_DATASET RECORDS_
════════════════════

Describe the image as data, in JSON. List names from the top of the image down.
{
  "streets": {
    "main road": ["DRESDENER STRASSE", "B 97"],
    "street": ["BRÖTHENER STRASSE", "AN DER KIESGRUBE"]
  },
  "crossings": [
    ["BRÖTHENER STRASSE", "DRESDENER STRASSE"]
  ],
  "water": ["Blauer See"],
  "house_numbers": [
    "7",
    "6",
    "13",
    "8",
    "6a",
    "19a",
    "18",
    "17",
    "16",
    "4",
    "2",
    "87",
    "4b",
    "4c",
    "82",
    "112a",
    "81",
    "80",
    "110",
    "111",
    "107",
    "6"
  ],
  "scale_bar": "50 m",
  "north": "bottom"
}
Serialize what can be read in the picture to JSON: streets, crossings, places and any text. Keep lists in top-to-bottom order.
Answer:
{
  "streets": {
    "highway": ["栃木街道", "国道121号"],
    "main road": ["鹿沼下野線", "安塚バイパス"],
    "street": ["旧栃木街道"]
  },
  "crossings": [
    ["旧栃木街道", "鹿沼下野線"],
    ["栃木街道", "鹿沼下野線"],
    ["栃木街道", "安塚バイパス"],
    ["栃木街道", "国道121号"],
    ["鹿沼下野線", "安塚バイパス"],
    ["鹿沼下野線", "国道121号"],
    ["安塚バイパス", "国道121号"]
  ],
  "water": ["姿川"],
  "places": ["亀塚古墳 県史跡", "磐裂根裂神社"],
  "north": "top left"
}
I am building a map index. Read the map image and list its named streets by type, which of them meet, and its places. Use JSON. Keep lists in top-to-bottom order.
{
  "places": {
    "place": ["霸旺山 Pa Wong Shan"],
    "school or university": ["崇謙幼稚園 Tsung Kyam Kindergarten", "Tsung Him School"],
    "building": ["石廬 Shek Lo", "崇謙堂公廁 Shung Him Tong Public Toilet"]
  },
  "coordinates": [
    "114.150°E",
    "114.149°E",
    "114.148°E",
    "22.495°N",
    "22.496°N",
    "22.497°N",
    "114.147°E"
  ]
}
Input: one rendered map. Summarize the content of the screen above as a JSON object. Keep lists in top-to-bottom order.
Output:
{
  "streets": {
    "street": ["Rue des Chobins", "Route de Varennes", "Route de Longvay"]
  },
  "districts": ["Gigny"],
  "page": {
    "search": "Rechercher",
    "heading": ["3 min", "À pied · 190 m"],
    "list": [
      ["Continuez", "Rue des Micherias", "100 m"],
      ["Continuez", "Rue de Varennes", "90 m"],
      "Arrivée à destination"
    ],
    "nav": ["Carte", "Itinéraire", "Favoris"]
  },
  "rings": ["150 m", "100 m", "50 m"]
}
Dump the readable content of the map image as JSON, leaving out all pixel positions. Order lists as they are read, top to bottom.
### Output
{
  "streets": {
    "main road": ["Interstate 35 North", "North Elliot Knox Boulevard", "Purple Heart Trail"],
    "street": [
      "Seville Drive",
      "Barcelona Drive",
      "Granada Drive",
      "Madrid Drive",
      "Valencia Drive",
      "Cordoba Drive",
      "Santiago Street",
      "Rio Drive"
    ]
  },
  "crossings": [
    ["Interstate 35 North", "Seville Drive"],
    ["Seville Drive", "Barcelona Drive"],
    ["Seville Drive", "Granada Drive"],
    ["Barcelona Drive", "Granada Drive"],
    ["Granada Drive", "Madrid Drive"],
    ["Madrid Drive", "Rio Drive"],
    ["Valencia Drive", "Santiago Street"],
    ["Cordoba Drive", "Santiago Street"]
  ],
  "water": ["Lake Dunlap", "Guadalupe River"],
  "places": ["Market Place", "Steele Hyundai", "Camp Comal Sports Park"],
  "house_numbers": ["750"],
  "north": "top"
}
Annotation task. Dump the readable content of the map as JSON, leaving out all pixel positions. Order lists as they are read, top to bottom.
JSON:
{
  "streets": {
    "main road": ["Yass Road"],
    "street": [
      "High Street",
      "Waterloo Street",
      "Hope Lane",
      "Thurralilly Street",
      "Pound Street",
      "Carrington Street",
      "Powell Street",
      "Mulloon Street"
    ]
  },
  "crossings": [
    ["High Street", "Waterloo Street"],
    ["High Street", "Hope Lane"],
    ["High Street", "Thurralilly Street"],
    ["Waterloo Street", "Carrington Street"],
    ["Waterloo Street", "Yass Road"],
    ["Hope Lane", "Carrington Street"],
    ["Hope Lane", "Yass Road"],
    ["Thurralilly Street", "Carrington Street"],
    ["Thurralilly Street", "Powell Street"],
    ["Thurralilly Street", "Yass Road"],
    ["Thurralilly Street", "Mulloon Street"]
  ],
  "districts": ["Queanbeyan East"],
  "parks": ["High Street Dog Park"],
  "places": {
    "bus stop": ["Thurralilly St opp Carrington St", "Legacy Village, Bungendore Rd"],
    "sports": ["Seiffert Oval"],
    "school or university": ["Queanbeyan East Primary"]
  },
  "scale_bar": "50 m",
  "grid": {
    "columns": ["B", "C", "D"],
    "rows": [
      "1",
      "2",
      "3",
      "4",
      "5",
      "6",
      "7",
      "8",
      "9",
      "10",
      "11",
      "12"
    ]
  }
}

════════════════════

_REQUIRED WORK_
Using the records above, output exactly the lines from the first through the line that contains "Input: one rendered", with both of those included.

_ANSWER FOR THE TASK_
Describe the image as data, in JSON. List names from the top of the image down.
{
  "streets": {
    "main road": ["DRESDENER STRASSE", "B 97"],
    "street": ["BRÖTHENER STRASSE", "AN DER KIESGRUBE"]
  },
  "crossings": [
    ["BRÖTHENER STRASSE", "DRESDENER STRASSE"]
  ],
  "water": ["Blauer See"],
  "house_numbers": [
    "7",
    "6",
    "13",
    "8",
    "6a",
    "19a",
    "18",
    "17",
    "16",
    "4",
    "2",
    "87",
    "4b",
    "4c",
    "82",
    "112a",
    "81",
    "80",
    "110",
    "111",
    "107",
    "6"
  ],
  "scale_bar": "50 m",
  "north": "bottom"
}
Serialize what can be read in the picture to JSON: streets, crossings, places and any text. Keep lists in top-to-bottom order.
Answer:
{
  "streets": {
    "highway": ["栃木街道", "国道121号"],
    "main road": ["鹿沼下野線", "安塚バイパス"],
    "street": ["旧栃木街道"]
  },
  "crossings": [
    ["旧栃木街道", "鹿沼下野線"],
    ["栃木街道", "鹿沼下野線"],
    ["栃木街道", "安塚バイパス"],
    ["栃木街道", "国道121号"],
    ["鹿沼下野線", "安塚バイパス"],
    ["鹿沼下野線", "国道121号"],
    ["安塚バイパス", "国道121号"]
  ],
  "water": ["姿川"],
  "places": ["亀塚古墳 県史跡", "磐裂根裂神社"],
  "north": "top left"
}
I am building a map index. Read the map image and list its named streets by type, which of them meet, and its places. Use JSON. Keep lists in top-to-bottom order.
{
  "places": {
    "place": ["霸旺山 Pa Wong Shan"],
    "school or university": ["崇謙幼稚園 Tsung Kyam Kindergarten", "Tsung Him School"],
    "building": ["石廬 Shek Lo", "崇謙堂公廁 Shung Him Tong Public Toilet"]
  },
  "coordinates": [
    "114.150°E",
    "114.149°E",
    "114.148°E",
    "22.495°N",
    "22.496°N",
    "22.497°N",
    "114.147°E"
  ]
}
Input: one rendered map. Summarize the content of the screen above as a JSON object. Keep lists in top-to-bottom order.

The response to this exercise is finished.